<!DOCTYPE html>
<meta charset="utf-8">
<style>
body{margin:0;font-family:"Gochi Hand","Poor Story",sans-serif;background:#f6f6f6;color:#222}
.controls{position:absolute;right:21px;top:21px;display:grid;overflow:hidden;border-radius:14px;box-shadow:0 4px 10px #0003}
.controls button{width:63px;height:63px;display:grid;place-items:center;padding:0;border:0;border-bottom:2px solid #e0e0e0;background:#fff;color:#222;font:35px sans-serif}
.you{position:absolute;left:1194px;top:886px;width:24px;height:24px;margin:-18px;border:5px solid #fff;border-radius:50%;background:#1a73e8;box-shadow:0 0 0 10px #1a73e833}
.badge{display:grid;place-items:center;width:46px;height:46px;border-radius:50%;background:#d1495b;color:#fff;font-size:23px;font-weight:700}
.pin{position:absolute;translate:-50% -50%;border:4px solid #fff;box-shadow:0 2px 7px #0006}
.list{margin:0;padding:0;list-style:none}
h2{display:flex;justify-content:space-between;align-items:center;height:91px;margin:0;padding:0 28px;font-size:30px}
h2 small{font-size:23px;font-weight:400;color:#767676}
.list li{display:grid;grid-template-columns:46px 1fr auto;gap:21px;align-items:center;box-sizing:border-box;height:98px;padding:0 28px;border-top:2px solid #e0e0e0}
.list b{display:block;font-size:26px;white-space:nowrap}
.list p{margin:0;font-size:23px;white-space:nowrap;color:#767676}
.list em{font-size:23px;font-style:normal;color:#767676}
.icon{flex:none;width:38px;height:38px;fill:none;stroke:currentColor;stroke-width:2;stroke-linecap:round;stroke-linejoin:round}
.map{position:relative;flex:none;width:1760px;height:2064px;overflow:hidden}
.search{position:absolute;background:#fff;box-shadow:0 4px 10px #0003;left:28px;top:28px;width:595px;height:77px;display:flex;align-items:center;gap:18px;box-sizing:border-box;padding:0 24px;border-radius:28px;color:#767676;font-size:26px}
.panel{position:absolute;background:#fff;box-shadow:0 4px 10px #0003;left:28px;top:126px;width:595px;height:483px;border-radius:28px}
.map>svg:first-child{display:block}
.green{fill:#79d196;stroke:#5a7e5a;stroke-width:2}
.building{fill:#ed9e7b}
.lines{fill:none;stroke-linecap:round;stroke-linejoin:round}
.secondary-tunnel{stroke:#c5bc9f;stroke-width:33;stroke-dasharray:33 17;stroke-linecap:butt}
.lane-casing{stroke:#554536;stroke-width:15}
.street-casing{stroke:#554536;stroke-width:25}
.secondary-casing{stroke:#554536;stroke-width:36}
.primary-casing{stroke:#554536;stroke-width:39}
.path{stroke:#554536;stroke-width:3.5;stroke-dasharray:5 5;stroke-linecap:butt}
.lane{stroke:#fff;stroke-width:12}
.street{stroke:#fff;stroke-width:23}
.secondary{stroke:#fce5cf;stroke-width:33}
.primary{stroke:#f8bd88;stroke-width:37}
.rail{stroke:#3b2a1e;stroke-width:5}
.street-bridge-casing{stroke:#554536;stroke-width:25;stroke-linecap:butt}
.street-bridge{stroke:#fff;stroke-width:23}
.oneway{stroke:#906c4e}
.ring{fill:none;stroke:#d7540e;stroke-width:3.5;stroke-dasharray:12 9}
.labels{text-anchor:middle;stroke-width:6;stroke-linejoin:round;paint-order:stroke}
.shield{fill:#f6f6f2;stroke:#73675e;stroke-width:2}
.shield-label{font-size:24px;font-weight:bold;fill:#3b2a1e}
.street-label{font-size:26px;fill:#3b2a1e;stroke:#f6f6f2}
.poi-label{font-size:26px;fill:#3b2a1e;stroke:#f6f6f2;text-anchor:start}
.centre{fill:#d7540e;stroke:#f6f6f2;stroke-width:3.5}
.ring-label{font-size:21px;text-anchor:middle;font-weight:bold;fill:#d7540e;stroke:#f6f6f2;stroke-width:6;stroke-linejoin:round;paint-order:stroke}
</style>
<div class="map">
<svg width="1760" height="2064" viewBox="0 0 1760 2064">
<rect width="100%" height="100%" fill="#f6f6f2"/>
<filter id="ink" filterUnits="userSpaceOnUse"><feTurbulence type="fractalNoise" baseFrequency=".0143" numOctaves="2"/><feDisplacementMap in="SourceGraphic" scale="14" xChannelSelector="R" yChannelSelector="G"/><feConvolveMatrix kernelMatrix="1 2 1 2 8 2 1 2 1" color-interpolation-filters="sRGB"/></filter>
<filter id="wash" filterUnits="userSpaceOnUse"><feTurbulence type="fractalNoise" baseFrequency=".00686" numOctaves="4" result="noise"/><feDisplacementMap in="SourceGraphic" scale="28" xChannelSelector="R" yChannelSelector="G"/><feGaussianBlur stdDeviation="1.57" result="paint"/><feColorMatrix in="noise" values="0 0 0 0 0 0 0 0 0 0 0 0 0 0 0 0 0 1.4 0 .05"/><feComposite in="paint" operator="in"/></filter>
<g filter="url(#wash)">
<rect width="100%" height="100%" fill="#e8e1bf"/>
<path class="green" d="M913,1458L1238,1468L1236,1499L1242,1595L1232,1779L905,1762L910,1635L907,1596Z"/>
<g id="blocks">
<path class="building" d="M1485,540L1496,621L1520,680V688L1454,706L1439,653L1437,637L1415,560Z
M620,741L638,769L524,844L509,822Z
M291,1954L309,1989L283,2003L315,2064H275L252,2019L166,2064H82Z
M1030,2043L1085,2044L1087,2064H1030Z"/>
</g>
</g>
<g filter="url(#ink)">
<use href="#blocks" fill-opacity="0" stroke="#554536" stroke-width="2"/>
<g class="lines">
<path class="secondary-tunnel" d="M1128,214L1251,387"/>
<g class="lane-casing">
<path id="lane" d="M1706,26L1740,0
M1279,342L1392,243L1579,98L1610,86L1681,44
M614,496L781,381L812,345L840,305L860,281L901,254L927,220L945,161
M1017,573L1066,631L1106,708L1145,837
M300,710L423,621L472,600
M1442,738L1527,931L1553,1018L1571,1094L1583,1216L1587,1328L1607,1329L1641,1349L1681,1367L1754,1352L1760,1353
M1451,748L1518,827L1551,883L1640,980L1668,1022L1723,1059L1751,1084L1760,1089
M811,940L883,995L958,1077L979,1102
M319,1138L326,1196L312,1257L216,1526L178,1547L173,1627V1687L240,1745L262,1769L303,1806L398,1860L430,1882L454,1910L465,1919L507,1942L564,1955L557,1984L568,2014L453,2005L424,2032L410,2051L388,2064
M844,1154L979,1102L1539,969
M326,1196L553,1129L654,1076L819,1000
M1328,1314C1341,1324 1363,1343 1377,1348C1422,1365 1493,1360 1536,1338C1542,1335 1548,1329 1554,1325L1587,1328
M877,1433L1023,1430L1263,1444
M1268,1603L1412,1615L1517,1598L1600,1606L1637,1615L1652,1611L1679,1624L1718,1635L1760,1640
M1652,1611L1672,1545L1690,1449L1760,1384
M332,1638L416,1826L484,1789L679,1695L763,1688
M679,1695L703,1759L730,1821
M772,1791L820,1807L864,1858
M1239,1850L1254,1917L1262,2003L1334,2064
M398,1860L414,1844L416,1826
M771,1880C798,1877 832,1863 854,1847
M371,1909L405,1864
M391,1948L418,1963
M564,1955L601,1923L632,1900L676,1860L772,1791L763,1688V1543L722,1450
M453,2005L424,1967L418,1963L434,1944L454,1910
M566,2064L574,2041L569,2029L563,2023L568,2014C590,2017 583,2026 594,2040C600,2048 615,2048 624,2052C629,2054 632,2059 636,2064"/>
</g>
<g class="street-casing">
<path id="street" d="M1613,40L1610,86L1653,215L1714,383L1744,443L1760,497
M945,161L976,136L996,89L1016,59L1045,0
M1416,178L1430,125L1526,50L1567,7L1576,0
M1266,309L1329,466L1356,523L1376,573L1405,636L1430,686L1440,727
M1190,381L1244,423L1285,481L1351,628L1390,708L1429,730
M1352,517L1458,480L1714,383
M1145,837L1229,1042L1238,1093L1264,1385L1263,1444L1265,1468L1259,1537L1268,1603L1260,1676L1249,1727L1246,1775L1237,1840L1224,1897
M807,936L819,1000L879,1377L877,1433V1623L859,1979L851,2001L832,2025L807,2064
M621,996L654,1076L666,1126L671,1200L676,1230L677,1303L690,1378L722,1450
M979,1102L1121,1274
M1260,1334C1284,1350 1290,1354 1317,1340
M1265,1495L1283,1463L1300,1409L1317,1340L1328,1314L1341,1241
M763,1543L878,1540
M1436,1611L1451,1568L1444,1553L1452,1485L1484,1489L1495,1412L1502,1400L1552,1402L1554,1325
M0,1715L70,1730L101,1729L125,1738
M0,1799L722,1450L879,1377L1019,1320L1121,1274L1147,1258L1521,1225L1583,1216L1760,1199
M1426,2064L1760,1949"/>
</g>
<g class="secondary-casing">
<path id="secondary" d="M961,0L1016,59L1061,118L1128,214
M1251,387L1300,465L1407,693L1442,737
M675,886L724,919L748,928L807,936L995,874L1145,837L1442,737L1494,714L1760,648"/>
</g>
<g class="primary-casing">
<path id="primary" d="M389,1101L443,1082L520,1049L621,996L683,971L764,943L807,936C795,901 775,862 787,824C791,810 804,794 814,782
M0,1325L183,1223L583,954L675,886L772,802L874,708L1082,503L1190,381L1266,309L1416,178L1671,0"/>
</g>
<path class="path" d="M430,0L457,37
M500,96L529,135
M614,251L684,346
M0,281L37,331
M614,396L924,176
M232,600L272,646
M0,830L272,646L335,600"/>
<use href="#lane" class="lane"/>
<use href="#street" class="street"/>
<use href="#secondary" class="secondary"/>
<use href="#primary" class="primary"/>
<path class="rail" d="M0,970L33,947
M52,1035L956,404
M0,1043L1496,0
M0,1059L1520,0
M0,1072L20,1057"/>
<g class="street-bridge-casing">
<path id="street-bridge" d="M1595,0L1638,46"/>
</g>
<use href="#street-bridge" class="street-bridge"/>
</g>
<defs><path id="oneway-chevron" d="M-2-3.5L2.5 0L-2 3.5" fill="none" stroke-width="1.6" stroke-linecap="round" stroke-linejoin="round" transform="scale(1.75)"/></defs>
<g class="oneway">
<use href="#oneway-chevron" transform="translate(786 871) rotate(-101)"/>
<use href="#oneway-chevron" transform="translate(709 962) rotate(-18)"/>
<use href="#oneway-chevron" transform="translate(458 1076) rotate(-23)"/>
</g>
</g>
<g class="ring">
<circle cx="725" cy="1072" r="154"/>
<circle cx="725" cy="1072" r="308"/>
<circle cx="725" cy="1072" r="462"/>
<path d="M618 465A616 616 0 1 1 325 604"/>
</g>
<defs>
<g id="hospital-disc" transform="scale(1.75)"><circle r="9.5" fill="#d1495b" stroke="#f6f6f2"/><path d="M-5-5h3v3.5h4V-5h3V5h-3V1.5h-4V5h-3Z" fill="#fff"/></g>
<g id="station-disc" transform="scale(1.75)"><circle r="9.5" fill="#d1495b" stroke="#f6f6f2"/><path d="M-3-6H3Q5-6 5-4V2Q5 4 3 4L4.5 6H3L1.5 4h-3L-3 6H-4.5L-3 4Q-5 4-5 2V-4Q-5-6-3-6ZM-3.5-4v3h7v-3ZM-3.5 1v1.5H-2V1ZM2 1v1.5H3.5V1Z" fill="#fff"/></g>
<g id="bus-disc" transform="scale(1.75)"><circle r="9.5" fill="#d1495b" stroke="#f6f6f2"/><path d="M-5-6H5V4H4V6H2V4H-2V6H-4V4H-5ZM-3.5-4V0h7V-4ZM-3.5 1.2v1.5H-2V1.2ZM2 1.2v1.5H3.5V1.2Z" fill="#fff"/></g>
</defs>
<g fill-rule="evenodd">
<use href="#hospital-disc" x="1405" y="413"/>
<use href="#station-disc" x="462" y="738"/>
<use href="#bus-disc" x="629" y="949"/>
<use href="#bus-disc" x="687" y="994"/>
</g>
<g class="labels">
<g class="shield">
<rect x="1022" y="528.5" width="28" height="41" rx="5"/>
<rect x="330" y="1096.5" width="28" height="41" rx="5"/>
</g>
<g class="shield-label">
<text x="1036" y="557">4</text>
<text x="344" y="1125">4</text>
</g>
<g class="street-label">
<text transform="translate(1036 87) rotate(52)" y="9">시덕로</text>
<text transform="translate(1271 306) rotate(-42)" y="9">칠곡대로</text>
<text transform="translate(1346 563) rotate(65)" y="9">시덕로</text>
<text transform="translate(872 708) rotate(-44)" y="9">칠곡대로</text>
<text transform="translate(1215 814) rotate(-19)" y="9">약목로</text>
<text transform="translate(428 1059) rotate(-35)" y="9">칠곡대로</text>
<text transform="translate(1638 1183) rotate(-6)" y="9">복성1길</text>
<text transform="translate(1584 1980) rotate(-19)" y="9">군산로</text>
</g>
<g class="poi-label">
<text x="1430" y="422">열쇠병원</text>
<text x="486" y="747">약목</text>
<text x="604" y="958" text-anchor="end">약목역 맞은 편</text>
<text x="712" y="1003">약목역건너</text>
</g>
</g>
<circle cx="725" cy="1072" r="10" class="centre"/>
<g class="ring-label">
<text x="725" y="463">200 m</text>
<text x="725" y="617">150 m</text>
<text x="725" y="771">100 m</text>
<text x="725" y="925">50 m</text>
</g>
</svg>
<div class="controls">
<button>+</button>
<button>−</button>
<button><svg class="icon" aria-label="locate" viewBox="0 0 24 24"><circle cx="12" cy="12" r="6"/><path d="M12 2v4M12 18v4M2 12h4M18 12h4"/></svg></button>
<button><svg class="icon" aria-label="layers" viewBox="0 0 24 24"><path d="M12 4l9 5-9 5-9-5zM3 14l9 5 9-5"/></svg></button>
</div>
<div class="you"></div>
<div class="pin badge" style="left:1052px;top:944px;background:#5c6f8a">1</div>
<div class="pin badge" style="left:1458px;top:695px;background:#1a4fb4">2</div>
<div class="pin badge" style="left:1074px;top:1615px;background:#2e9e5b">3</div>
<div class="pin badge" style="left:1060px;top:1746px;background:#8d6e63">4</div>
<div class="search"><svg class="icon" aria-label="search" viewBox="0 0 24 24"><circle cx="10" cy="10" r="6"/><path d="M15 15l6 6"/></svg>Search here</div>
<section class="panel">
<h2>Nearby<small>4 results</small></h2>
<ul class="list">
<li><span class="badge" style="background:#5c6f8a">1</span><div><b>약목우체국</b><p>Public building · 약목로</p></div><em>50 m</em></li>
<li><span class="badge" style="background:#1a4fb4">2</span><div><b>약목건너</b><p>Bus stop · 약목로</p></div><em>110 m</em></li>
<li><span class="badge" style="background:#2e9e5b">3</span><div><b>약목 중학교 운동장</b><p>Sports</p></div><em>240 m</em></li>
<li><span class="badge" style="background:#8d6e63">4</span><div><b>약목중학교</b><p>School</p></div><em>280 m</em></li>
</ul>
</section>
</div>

########

**Activity**.
Using the records above, pull out each line where the word "lines" occurs.

**Response to this task**.
.lines{fill:none;stroke-linecap:round;stroke-linejoin:round}
<g class="lines">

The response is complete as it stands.